**PROVIDED DATA**
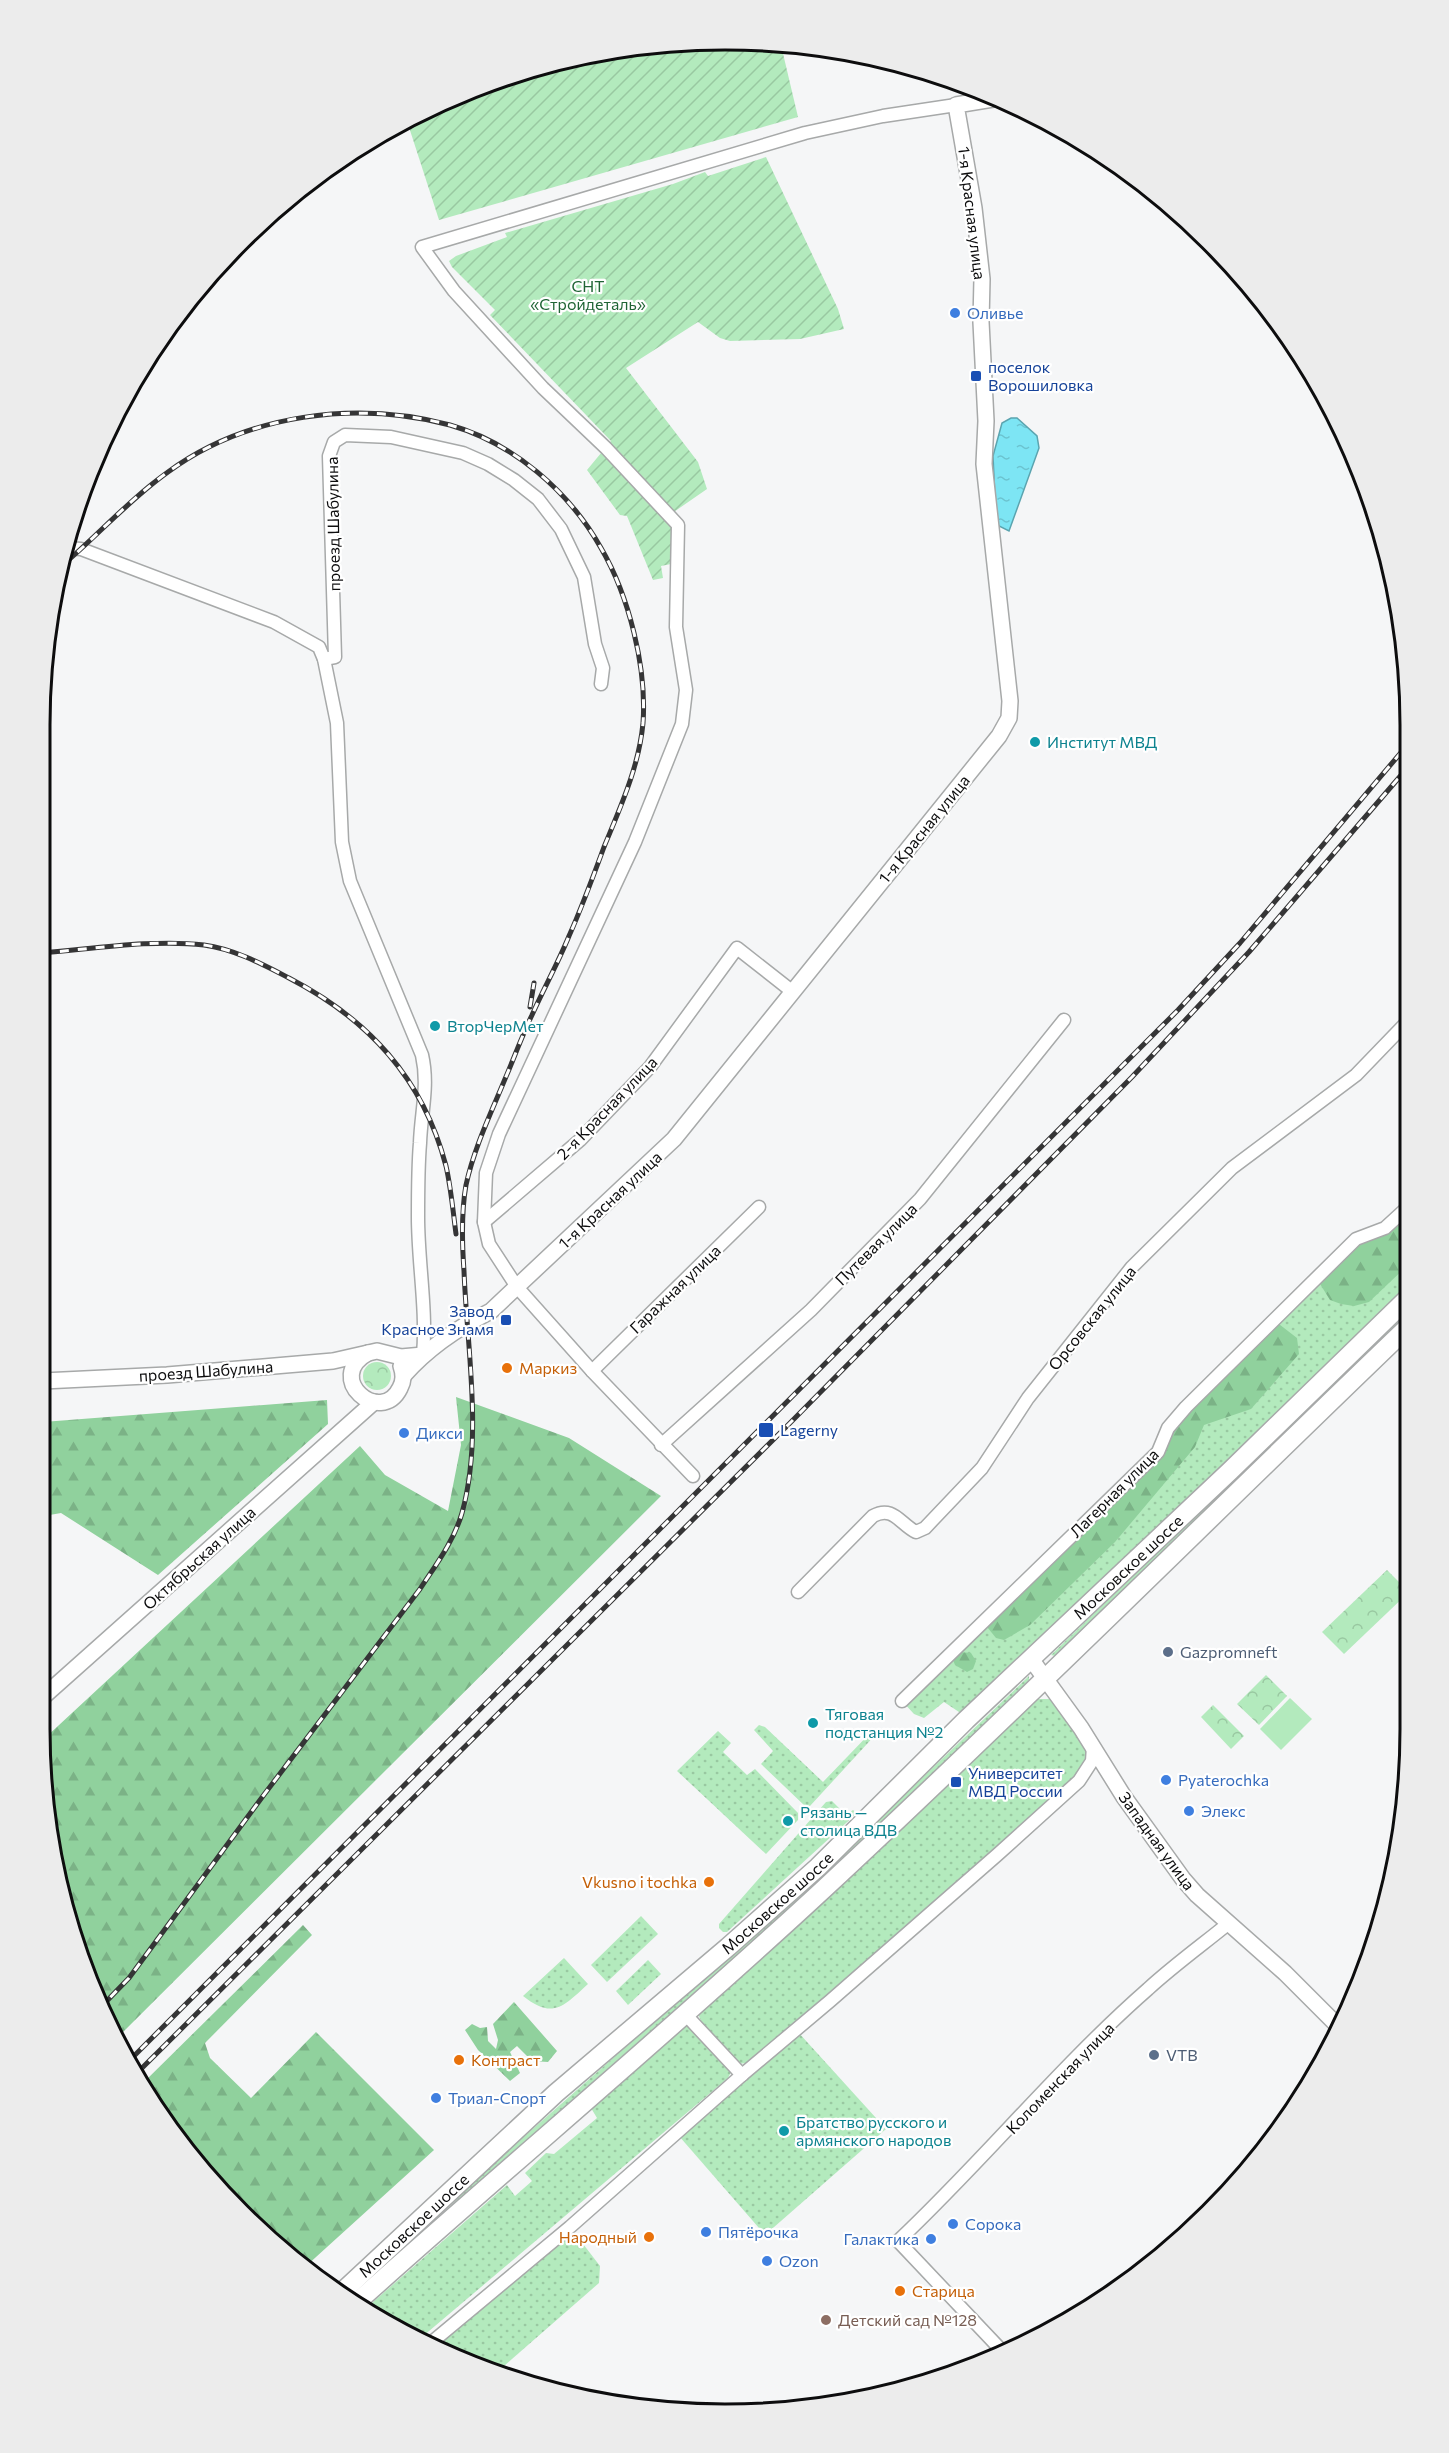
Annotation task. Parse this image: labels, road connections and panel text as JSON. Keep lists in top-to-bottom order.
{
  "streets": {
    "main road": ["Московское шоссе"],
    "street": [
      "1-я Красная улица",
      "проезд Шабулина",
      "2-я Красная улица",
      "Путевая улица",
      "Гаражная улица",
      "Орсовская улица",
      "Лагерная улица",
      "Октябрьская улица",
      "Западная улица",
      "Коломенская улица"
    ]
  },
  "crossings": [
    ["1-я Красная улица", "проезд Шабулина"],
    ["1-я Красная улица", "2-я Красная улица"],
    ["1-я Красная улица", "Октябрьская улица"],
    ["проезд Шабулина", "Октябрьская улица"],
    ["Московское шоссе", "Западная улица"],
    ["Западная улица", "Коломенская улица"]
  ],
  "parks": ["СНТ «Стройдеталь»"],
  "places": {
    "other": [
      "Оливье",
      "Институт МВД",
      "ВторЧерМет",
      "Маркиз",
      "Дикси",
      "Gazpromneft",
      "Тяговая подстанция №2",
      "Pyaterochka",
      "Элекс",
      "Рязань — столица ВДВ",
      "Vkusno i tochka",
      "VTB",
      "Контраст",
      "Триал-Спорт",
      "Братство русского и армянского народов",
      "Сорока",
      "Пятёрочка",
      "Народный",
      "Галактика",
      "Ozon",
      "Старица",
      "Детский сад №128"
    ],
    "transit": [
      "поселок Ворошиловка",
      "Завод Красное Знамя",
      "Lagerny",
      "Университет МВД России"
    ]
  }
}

...

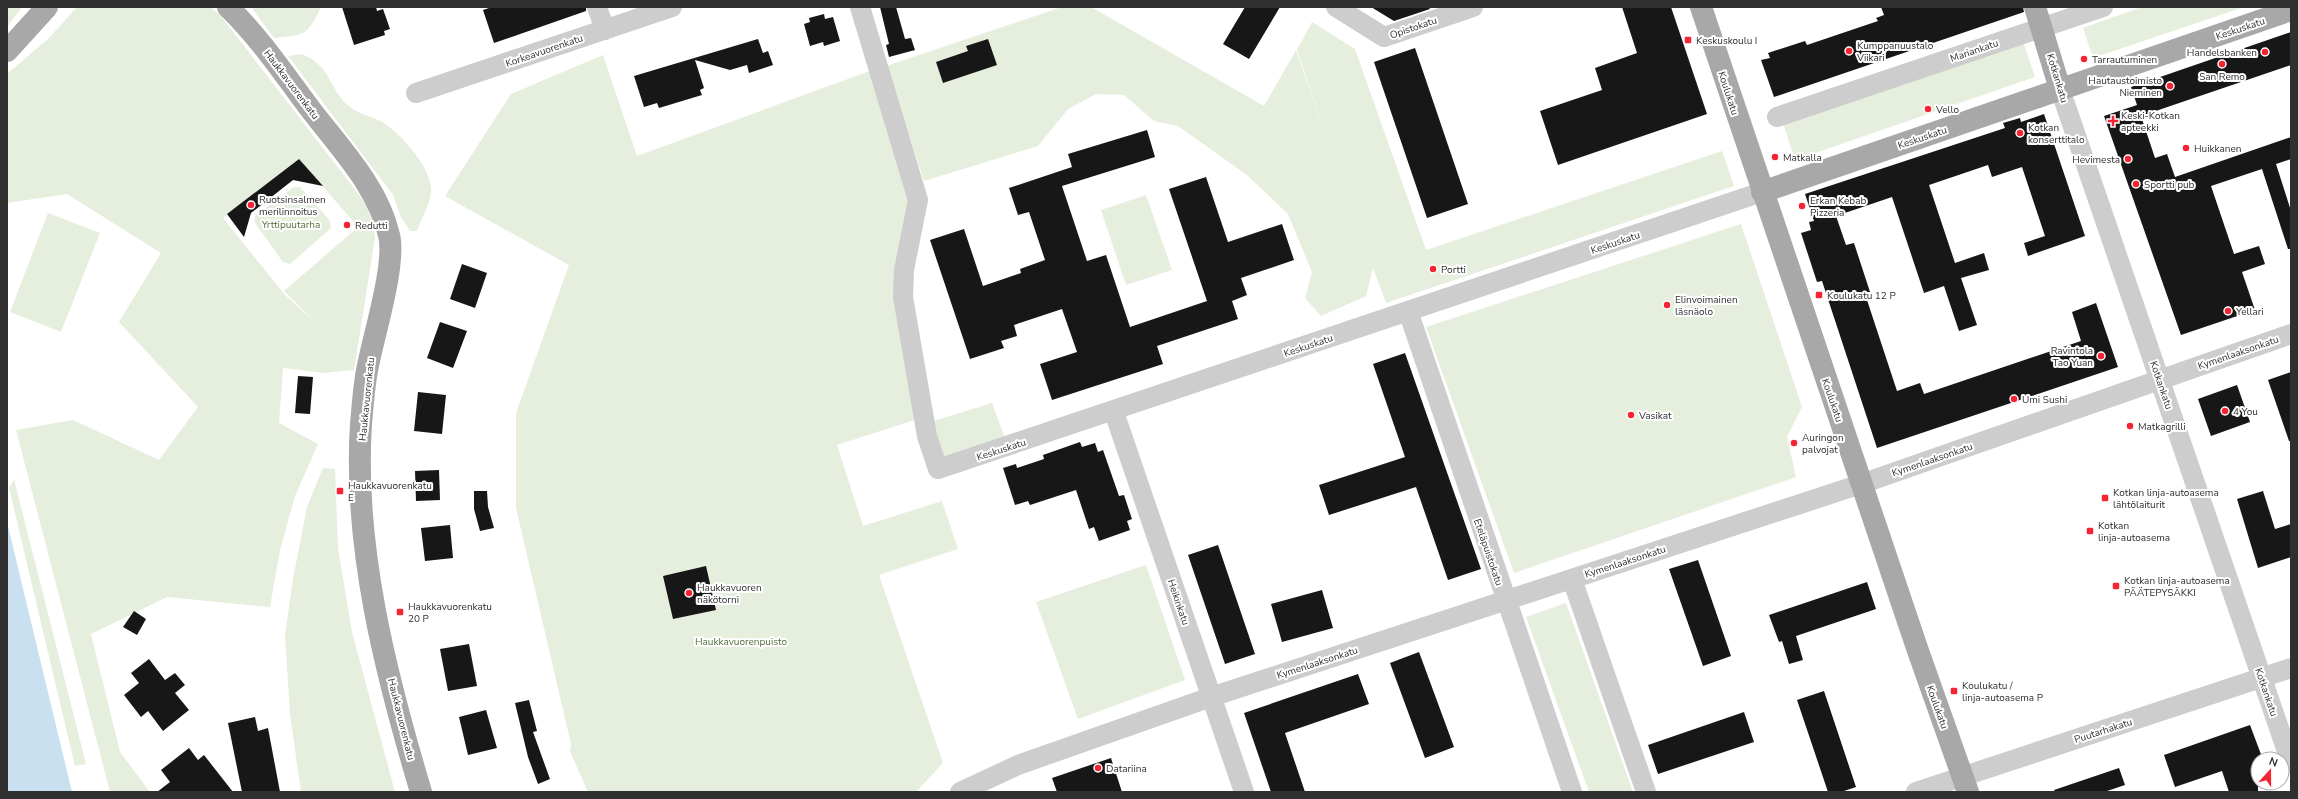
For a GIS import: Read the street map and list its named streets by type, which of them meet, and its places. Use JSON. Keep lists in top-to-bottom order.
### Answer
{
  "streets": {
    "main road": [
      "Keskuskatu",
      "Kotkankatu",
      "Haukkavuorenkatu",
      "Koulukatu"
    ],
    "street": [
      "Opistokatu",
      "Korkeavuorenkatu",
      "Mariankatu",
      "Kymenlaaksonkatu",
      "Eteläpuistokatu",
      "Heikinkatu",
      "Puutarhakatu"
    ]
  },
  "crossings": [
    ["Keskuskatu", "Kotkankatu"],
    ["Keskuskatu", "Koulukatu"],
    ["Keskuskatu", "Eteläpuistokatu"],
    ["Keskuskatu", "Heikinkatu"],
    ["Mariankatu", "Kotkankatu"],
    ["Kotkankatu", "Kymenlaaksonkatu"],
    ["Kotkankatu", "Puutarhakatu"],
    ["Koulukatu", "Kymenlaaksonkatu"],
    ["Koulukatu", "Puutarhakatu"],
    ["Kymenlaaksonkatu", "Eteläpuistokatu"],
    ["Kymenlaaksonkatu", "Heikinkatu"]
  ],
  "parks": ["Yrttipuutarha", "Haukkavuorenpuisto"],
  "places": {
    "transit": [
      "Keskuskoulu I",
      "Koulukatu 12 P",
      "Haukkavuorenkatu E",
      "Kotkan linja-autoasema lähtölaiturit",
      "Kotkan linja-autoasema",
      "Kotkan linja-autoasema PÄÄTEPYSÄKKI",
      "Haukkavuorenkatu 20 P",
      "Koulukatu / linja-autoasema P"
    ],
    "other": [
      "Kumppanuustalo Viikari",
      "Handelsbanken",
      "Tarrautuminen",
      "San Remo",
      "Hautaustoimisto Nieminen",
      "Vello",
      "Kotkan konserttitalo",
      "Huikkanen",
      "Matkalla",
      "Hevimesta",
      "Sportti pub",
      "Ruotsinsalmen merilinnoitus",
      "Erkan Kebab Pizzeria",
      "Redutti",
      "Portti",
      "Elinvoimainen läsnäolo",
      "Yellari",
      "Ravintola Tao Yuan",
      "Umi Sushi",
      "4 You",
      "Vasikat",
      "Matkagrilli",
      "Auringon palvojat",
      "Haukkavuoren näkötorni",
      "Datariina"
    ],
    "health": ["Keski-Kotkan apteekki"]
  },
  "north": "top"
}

**WHAT YOU ARE ASKED TO DO**
The word to find is "Московское". Copy every line of the records that holds it.

**EXPECTED ANSWER**
    "main road": ["Московское шоссе"],
    ["Московское шоссе", "Западная улица"],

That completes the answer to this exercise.